Required action
Excluding all pictures, please output the listing exactly.

---

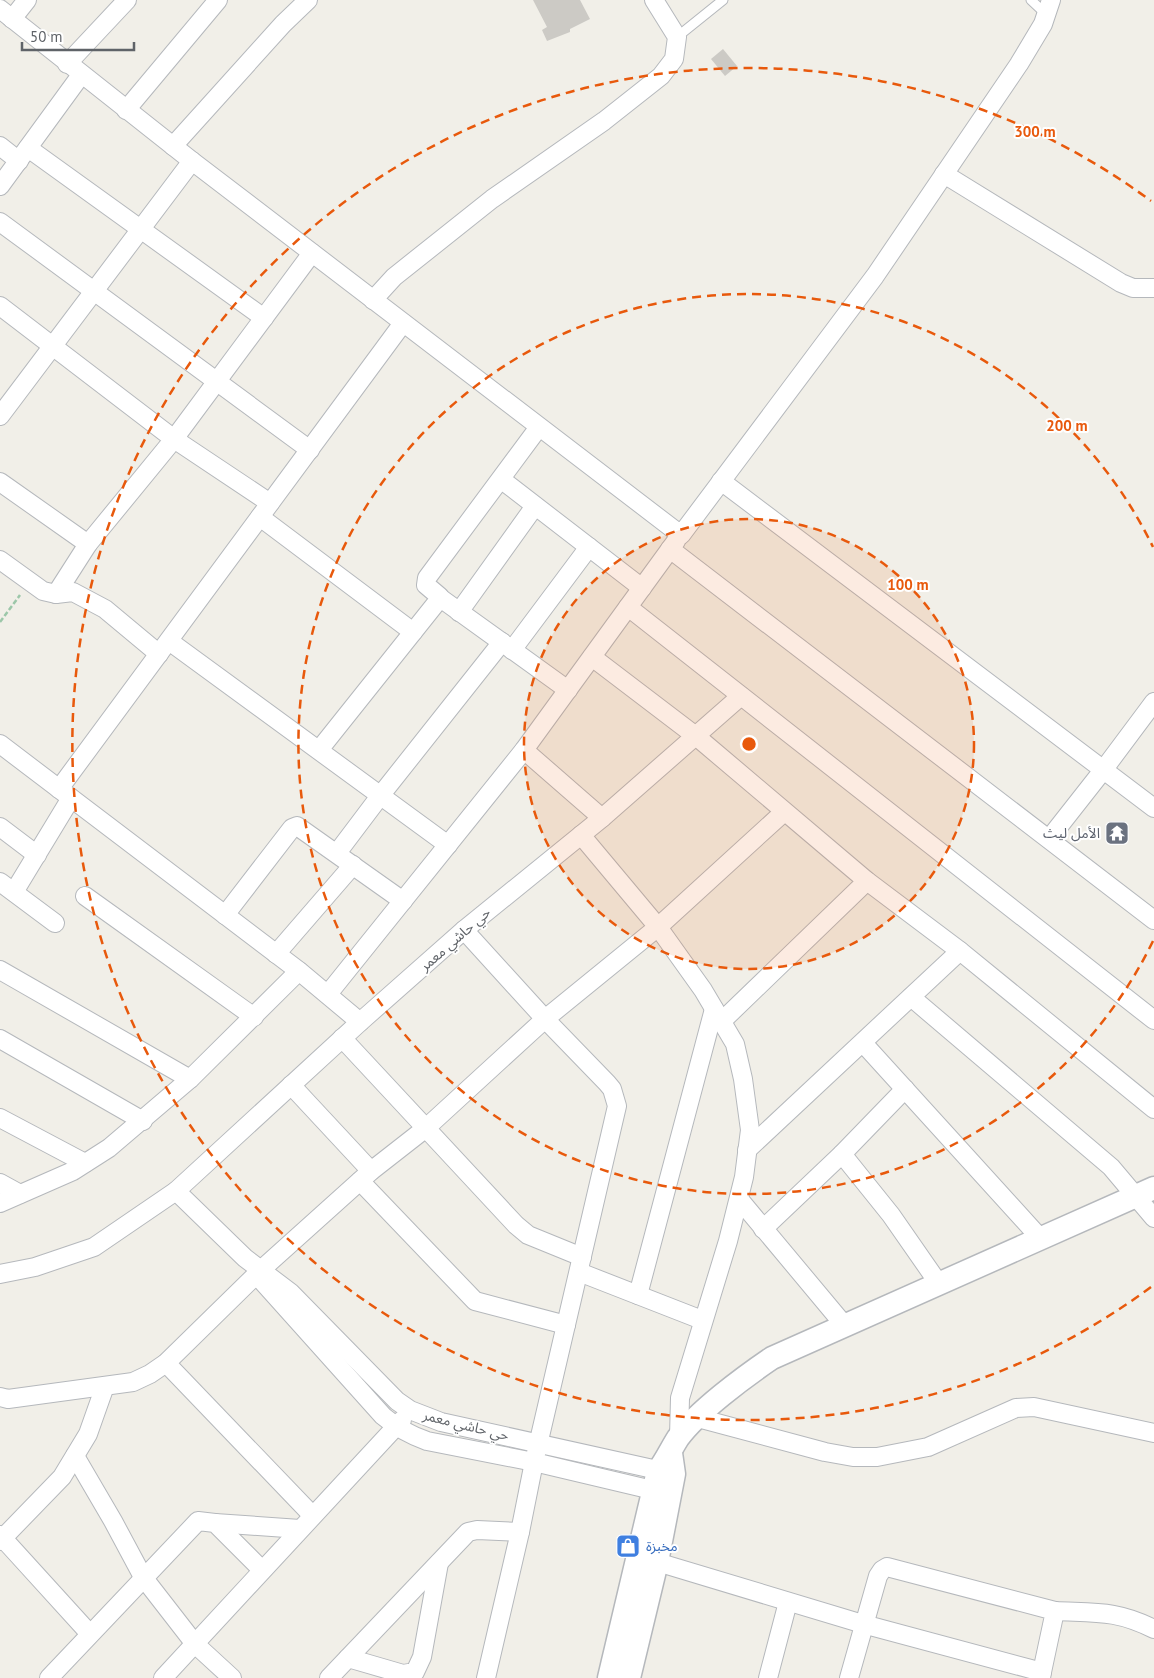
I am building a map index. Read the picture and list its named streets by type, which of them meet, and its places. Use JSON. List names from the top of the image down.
{
  "streets": {
    "street": ["حي حاشي معمر"]
  },
  "places": {
    "temple": ["الأمل ليث"],
    "shop": ["مخبزة"]
  },
  "scale_bar": "50 m",
  "rings": ["300 m", "200 m", "100 m"]
}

---

Response to this task
I am building a map index. Read the picture and list its named streets by type, which of them meet, and its places. Use JSON. List names from the top of the image down.
{
  "streets": {
    "street": ["حي حاشي معمر"]
  },
  "places": {
    "temple": ["الأمل ليث"],
    "shop": ["مخبزة"]
  },
  "scale_bar": "50 m",
  "rings": ["300 m", "200 m", "100 m"]
}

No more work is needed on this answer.